Je n’avais jamais bien perçu la proximité entre la Croisette, la rue de Solferino et le Collège de France. Mais voilà que tout s’éclaire, sur fond rouge. La semaine dernière, quarante personnalités de haut vol signaient un « Appel au CAC 40 », demandant qu’un patron ne puisse être rémunéré plus de 100 SMIC par an : parmi eux, le Premier secrétaire du parti au pouvoir ainsi que l’un des plus grands historiens français, Pierre Rosanvallon. Quelques jours plus tard, Ken Loach recevant la palme d’or appelait à un « autre monde », différent de celui des « sociaux-démocrates »pour qui « la première priorité est que le patron fasse des profits ». Que de voix prestigieuses, issues des cercles les plus puissants de la politique, de l’université et de la culture, rassemblées au service d’un même idéal, qu’il faut bien appeler socialiste. Si le XXe siècle n’était pas passé par là, il y aurait de quoi être impressionné.

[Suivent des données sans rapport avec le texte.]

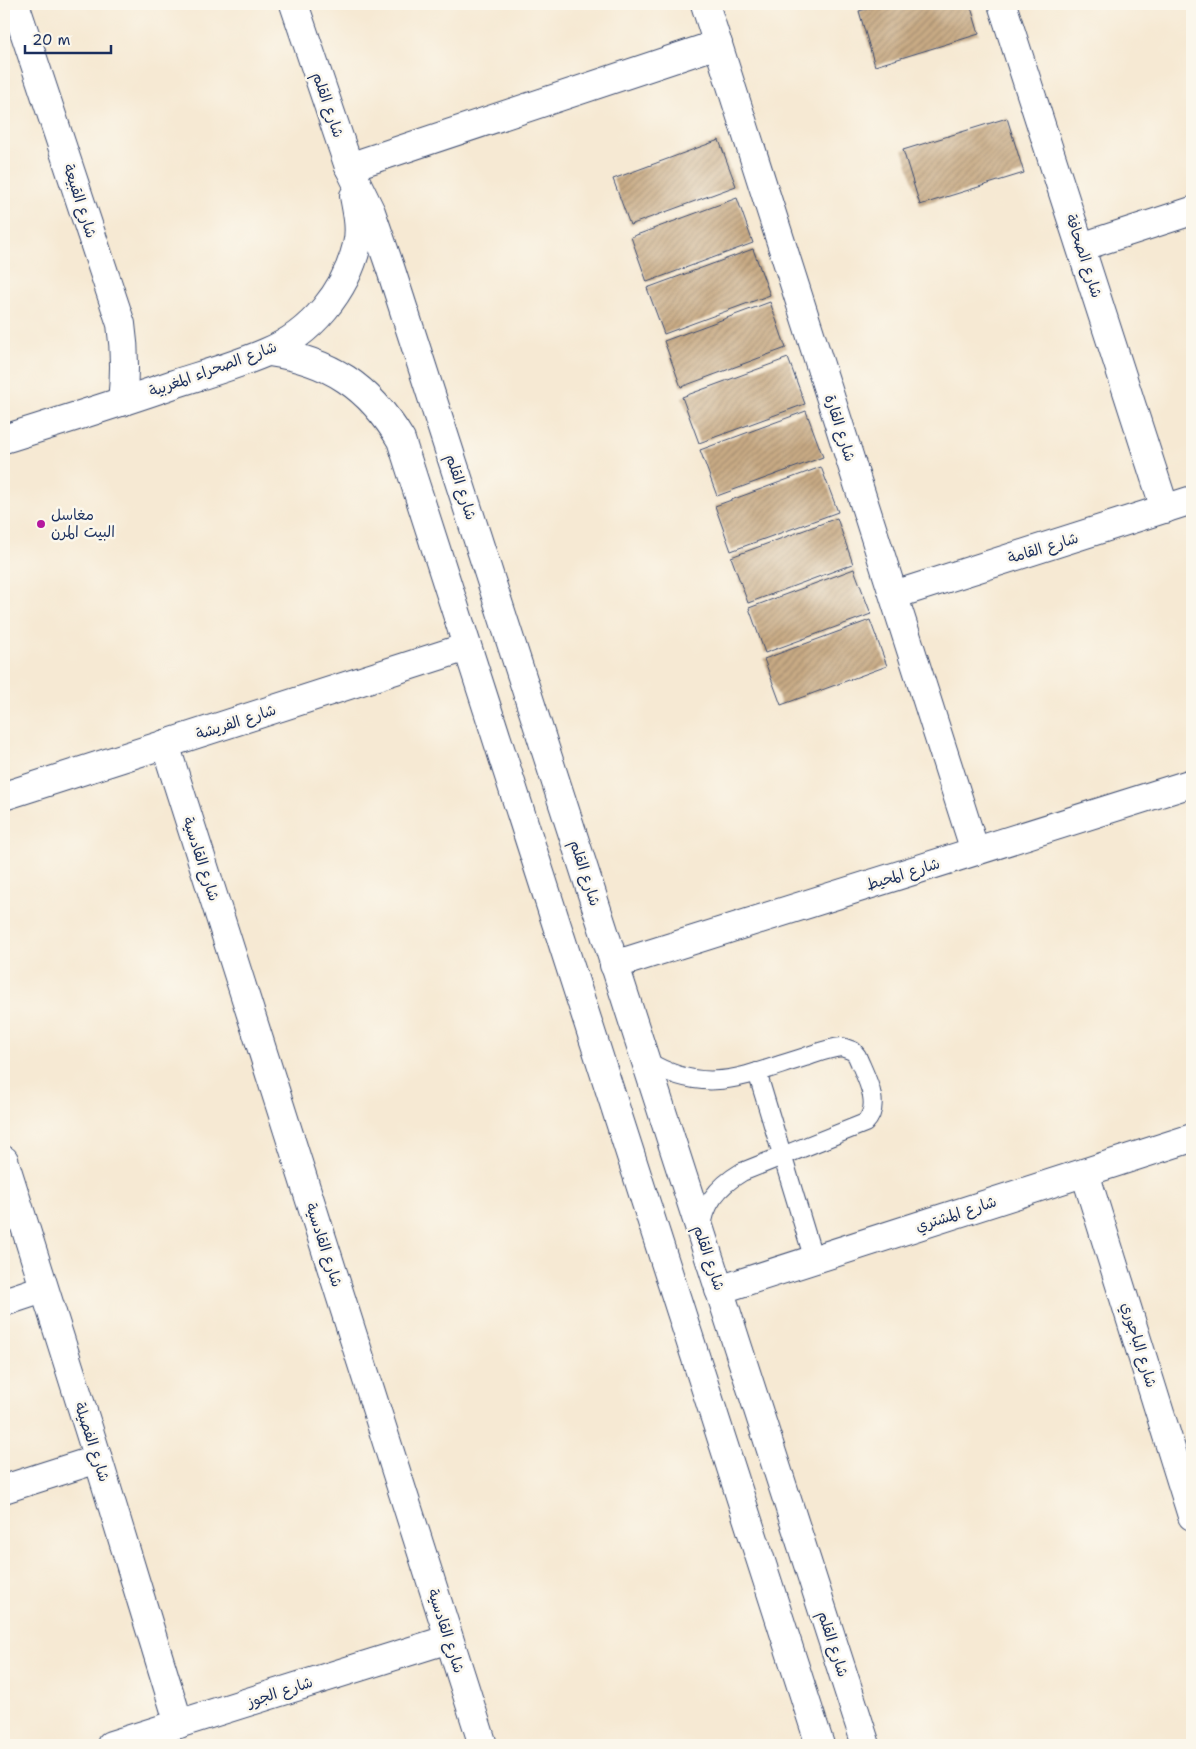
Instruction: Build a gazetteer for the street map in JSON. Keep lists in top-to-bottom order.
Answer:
{
  "streets": {
    "street": [
      "شارع القلم",
      "شارع القبيعة",
      "شارع الصحافة",
      "شارع الصحراء المغربية",
      "شارع القارة",
      "شارع القامة",
      "شارع الفريشة",
      "شارع القادسية",
      "شارع المحيط",
      "شارع المشتري",
      "شارع الباجوري",
      "شارع الفصيلة",
      "شارع الجوز"
    ]
  },
  "crossings": [
    ["شارع القلم", "شارع الصحراء المغربية"],
    ["شارع القلم", "شارع المحيط"],
    ["شارع القلم", "شارع المشتري"],
    ["شارع القبيعة", "شارع الصحراء المغربية"],
    ["شارع الصحافة", "شارع القامة"],
    ["شارع القارة", "شارع القامة"],
    ["شارع القارة", "شارع المحيط"],
    ["شارع الفريشة", "شارع القادسية"],
    ["شارع القادسية", "شارع الجوز"],
    ["شارع المشتري", "شارع الباجوري"],
    ["شارع الفصيلة", "شارع الجوز"]
  ],
  "places": ["مغاسل البيت المرن"],
  "scale_bar": "20 m"
}
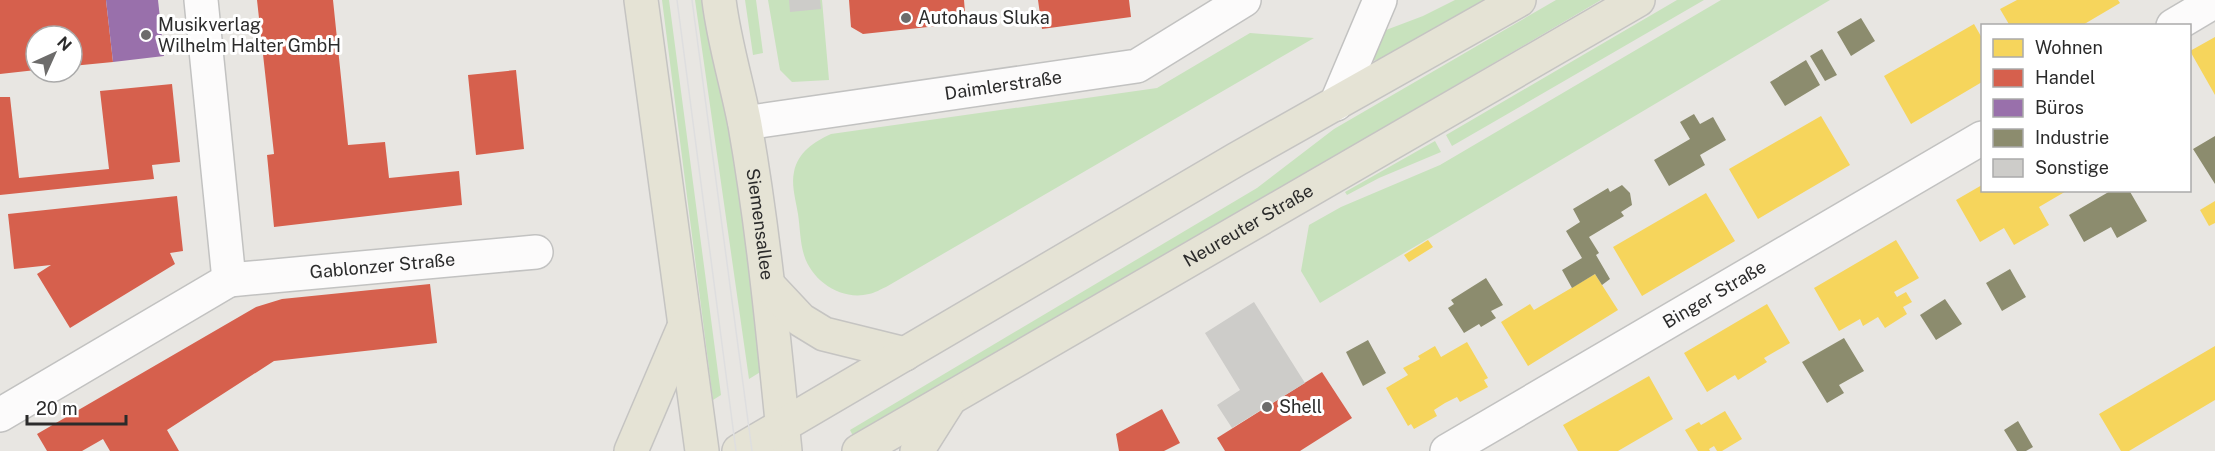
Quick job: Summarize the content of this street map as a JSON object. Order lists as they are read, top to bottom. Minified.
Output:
{"streets":{"main road":["Siemensallee","Neureuter Straße"],"street":["Daimlerstraße","Gablonzer Straße","Binger Straße"]},"crossings":[["Daimlerstraße","Siemensallee"]],"places":["Autohaus Sluka","Musikverlag Wilhelm Halter GmbH","Shell"],"legend":["Wohnen","Handel","Büros","Industrie","Sonstige"],"scale_bar":"20 m","north":"top right"}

J’avoue néanmoins être déçu par la timidité de la proposition des 40. Pourquoi 100 SMIC ? A partir du moment où l’on admet que le législateur peut réglementer les rémunérations du secteur privé, pourquoi ne pas profiter pleinement de cette marge de manoeuvre sans équivalent dans le monde et réduire l’écart de salaires dans l’entreprise de 1 à 12, comme l’avaient proposé les Suisses lors d’une votation (rejetée à 65 %) ? Puisque le gouvernement peut, selon les signataires, « trouver les moyens de rendre compatible cette exigence d’un salaire plafond avec notre Constitution », et que l’on peut donc s’asseoir tranquillement sur les principes de l’Etat de droit, pourquoi se contenter d’une règle de proportion forcément grossière, et ne pas fixer démocratiquement le montant des salaires à l’Assemblée nationale ? Surtout, puisque le but avoué est de lutter contre les inégalités, pourquoi se limiter aux dirigeants et ne pas appliquer la même logique à l’ensemble des salariés ? Il suffirait de redéfinir les fiches de poste en fonction d’une grille prévue par l’administration. A la rigueur, l’Etat pourrait même verser directement les salaires, en prélevant l’équivalent de la masse salariale dans le bilan de l’entreprise. Ne serait-ce pas plus simple et plus juste ? A partir du moment où l’on introduit la volonté politique dans la gouvernance de l’entreprise, et où l’on fait intervenir des critères moraux dans le fonctionnement du marché, il faut assumer jusqu’à son terme la logique de la nationalisation. Or, il ne s’agit pas de déterminer si telle ou telle rémunération est « juste » ou non. Il s’agit de comprendre à qui revient la responsabilité de ce jugement. Les signataires de l’appel disent : l’Etat, rêvant d’un contrat social holistique où les décisions du peuple supplanteraient les droits individuels. L’establishment des affaires répond, tout aussi maladroitement : le conseil d’administration, priant que rien ne vienne bouleverser le vase clos dans lequel il barbote plaisamment depuis tant d’années. D’un côté l’économie administrée, de l’autre le capitalisme de connivence.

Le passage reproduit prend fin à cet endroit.